**Work task**
Take the records below and print them verbatim up to and including the line that carries "Detect all labels, symbols".

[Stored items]

------------------------------

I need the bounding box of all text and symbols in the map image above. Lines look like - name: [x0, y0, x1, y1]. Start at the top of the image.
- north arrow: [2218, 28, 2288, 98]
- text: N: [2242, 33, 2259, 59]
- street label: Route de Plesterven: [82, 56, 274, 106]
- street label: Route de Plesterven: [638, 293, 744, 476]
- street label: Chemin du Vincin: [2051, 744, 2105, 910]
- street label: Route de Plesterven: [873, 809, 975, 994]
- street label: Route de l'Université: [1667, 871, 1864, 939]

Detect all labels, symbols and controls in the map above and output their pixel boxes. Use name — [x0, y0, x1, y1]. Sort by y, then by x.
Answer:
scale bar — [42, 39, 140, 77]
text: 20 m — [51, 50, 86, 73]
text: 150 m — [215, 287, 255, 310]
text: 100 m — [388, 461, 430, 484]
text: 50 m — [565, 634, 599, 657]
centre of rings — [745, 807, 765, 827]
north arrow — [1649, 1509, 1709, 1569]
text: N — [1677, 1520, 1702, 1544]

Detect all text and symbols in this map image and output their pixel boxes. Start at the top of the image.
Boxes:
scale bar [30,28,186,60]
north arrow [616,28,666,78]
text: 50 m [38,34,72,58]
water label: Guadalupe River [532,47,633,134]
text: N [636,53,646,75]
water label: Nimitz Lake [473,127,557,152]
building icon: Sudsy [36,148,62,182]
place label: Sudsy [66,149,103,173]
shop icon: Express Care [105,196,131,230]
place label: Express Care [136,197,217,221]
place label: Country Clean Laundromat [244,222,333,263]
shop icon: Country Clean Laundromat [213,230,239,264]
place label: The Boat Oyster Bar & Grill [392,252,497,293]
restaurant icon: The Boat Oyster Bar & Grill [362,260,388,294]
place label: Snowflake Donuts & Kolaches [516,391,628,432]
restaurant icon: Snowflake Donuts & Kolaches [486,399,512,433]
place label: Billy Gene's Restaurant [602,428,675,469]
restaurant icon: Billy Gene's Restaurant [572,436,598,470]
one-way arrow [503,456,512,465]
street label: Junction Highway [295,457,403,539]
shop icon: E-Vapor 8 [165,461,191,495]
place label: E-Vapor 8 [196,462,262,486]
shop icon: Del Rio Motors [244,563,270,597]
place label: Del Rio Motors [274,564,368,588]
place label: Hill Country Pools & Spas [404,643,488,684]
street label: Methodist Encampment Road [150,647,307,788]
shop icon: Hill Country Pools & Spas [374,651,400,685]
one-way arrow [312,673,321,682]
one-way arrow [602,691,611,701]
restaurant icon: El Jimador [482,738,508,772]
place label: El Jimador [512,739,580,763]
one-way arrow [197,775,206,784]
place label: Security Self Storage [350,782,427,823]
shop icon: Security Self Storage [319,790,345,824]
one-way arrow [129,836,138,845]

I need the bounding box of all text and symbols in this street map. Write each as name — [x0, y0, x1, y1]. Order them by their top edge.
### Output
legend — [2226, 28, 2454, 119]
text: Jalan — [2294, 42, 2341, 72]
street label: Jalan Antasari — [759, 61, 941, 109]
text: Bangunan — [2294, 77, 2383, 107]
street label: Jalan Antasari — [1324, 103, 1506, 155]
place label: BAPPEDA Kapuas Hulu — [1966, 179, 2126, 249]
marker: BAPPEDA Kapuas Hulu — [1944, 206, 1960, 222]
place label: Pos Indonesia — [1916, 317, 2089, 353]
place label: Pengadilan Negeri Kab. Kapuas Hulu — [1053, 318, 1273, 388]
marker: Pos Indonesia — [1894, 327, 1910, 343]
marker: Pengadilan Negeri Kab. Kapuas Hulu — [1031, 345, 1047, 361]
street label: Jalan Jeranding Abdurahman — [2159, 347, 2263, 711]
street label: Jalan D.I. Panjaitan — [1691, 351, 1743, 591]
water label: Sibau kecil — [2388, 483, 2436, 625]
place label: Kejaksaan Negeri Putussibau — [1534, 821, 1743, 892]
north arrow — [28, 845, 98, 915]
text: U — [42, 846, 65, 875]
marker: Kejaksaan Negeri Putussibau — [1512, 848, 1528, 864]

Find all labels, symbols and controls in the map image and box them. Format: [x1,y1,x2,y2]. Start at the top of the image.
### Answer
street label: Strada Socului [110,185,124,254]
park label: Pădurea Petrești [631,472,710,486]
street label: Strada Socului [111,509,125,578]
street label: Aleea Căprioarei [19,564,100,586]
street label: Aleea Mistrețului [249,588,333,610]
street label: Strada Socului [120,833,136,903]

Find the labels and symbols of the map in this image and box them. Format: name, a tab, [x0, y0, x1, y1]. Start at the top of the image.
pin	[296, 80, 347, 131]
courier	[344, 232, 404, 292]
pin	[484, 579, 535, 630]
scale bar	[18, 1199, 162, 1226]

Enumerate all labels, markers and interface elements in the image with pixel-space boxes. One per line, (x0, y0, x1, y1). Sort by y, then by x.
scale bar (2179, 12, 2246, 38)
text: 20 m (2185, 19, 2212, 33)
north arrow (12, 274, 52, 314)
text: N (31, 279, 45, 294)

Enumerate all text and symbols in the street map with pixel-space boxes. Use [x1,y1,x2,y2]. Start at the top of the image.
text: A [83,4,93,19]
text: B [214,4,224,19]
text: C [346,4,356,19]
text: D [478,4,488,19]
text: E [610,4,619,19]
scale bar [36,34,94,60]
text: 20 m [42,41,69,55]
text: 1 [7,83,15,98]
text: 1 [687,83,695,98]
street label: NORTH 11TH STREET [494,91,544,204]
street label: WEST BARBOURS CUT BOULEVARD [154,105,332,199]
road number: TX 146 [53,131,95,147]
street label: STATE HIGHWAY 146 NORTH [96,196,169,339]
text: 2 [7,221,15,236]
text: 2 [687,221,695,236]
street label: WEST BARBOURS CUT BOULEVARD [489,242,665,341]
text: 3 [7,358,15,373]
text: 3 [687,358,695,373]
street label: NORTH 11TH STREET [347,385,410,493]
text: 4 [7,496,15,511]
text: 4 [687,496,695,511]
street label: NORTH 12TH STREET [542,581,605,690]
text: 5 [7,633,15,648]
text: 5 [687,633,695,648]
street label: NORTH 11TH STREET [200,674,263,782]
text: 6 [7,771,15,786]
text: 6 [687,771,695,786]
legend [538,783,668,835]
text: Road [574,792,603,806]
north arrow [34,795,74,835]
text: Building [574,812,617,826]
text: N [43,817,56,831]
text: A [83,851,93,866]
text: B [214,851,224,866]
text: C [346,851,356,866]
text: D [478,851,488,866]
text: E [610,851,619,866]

------------------------------

**Task output**
I need the bounding box of all text and symbols in the map image above. Lines look like - name: [x0, y0, x1, y1]. Start at the top of the image.
- north arrow: [2218, 28, 2288, 98]
- text: N: [2242, 33, 2259, 59]
- street label: Route de Plesterven: [82, 56, 274, 106]
- street label: Route de Plesterven: [638, 293, 744, 476]
- street label: Chemin du Vincin: [2051, 744, 2105, 910]
- street label: Route de Plesterven: [873, 809, 975, 994]
- street label: Route de l'Université: [1667, 871, 1864, 939]

Detect all labels, symbols and controls in the map above and output their pixel boxes. Use name — [x0, y0, x1, y1]. Sort by y, then by x.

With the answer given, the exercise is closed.